4 września 2017, 4
Zachodzimy na dworzec. Wylewam zamówioną kawę. Ochlapany idę przepraszająco. Kelnerka uśmiechem usuwa plamę z mojej bluzy i spodni. Jakże tu miło siedzieć, czekać i gadać z D., który jest dyplomata. Planuje, rozgrywa partie, układa strategię gry, intensyfikuje kooperację między naszą uczelnią a smoleńską. D. ma zaledwie 3 dni na załatwienie mnóstwa spraw. Mnie czekają tylko wykłady. Słucham go i nie słucham, patrzę na pajęczyny na ścianach, wsłuchuję się w dochodzące mnie rosyjskie pogaduszki przy kawie. Czas się zbierać.

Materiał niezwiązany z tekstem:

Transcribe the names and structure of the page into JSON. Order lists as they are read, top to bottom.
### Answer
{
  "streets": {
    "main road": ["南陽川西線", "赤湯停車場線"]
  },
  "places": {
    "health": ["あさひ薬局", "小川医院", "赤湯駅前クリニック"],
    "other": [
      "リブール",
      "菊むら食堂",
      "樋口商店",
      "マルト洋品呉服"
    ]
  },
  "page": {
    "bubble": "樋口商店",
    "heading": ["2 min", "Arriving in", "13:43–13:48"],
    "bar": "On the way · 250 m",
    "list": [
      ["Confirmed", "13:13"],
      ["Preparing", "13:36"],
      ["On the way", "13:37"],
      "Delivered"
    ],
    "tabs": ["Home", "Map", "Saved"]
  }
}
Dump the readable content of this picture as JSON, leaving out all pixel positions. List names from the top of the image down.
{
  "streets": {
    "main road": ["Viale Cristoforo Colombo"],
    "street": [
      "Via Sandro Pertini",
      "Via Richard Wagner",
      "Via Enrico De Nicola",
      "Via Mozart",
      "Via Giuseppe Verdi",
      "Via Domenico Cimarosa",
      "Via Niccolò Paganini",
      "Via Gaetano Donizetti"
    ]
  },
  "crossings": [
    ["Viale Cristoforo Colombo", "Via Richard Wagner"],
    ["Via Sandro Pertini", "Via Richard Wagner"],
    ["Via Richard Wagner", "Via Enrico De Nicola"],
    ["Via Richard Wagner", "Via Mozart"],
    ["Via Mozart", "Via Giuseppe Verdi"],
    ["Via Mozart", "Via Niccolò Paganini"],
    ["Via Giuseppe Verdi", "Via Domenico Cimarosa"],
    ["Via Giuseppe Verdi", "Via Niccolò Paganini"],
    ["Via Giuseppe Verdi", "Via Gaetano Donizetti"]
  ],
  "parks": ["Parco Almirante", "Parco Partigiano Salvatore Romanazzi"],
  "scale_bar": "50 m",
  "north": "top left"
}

Wchodzimy na dworzec. Prześwietlająca kontrola bagażu. Pięknie i bezpiecznie. Idziemy w poszukiwaniu peronu siódmego. Peronowy stoi i macha do nas: Smoleńsk? Na siódmy. Pokazuje na przejście zawieszone ponad torami. Dygamy: D. ciężką walizę, ja pancerną torbę po schodach kruchych jak marcowy lód. Przed wejściem kontrola biletów, paszportów i naszych wszystkich spraw. Wsiadamy poszukująco naszych miejsc. D. dopytuje. Znajdujemy. Siadamy, a potem punktualnie nasz pociąg już tylko idzie. Gagarin, Viazma, Safonowo, Jarcewo. Za oknem idzie zieloność jak wojsko: gęsto, równo, odważnie. Blisko 340 wiorst.